Solved – Non negative least squares with minimal colinearity

least squaresmulticollinearitymultiple regressionoptimizationregression

I am trying to fit a dataset using the standard NNLS (non-negative least squares) approach.
Formally:

$\min_x ||Ax-b||^2_2$ s.t. $x\ge0$

This is a quadratic program and can be solved optimally. The solution I find fits the data reasonably well and is relatively sparse (which is good for me) but has an undesirable property: I find that it may assign high weights to features (columns of $A$) that are highly correlated. I would like my solution to be such that the correlation between support features (features that have high weights) will be minimal. Note that in my setting all entries of $A$ and $b$ are non-negative, and I can normalize the columns of $A$ so that the norm of each column is 1.

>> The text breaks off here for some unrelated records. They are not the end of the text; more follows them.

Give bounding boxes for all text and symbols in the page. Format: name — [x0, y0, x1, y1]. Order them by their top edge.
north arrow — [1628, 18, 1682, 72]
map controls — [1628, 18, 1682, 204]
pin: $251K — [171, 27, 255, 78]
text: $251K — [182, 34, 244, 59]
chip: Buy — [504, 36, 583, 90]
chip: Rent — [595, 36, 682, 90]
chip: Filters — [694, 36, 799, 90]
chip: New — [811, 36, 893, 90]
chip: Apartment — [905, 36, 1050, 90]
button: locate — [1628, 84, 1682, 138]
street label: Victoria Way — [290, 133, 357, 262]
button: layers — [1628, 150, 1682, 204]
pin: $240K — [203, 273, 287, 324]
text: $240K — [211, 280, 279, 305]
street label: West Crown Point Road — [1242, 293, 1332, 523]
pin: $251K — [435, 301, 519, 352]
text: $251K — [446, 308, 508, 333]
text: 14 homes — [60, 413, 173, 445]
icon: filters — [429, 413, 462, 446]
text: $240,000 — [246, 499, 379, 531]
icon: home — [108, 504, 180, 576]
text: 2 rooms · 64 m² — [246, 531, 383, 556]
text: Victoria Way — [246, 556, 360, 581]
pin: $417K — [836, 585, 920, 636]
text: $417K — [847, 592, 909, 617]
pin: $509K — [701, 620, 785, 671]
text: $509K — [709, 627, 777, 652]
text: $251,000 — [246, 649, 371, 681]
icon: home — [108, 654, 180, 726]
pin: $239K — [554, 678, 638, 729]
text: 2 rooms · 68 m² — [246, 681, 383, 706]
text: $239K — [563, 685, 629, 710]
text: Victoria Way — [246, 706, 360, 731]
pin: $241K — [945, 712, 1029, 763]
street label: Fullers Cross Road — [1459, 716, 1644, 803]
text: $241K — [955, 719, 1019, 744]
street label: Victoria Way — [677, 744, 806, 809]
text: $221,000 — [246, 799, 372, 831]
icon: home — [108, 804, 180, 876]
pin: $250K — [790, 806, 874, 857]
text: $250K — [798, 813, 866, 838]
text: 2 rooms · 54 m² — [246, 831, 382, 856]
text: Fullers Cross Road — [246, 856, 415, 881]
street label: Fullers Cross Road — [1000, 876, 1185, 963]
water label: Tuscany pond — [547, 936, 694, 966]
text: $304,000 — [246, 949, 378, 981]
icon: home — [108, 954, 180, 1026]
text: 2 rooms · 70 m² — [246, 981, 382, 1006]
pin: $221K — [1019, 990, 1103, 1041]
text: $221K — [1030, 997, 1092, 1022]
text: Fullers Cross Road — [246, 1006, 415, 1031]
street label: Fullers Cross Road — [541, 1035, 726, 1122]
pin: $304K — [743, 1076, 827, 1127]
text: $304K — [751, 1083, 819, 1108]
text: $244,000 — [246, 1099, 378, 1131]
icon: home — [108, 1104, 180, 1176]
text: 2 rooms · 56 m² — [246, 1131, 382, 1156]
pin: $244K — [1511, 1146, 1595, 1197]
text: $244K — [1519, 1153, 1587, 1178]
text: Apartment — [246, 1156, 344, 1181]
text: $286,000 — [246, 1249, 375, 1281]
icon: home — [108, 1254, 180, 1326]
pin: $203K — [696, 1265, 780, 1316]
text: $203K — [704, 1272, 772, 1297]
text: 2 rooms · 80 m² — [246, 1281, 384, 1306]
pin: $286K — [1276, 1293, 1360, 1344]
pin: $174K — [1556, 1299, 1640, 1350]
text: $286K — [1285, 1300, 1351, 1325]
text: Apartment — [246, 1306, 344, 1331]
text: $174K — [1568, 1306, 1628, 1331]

I tried approaching the problem by directly minimizing possible formalizations of the quantity I want. Note that $A^TA$ is the covariance matrix, so it could potentially be a good thing to minimize (perhaps not the diagonal, though). But minimizing $||Ax-b||^2_2+x^TA^TAx$ does not make any sense and minimizing $||Ax-b||^2_2+x^T(A^TA-I)x$ makes the optimization non-convex (because you get negative eigenvalues). With this approach, I can see that intuitively this is a bit like doing the opposite of ridge-regression/Tikhonov regularization.

I also tried L1 regularization ($||Ax-b||^2_2+\lambda||x||_1$) just for the heck of it, but it doesn't solve this problem.

Formally, I am looking to modify the objective function such that it penalizes solutions in which features that are "similar" to each other both get high weights. There are several ways to formalize this notion, for example one being that I would like the support columns to be as orthogonal as possible.

Does anyone have ideas on how else to approach this?

Best Answer

I think minimizing $\| Ax -y \|^2 + \lambda x ^\top A^\top Ax$ does make sense. think of it as just a particular non-diagonal covariance gaussian prior. then you can vary $\lambda$ (and cross validate) to achieve different error/feature support tradeoffs.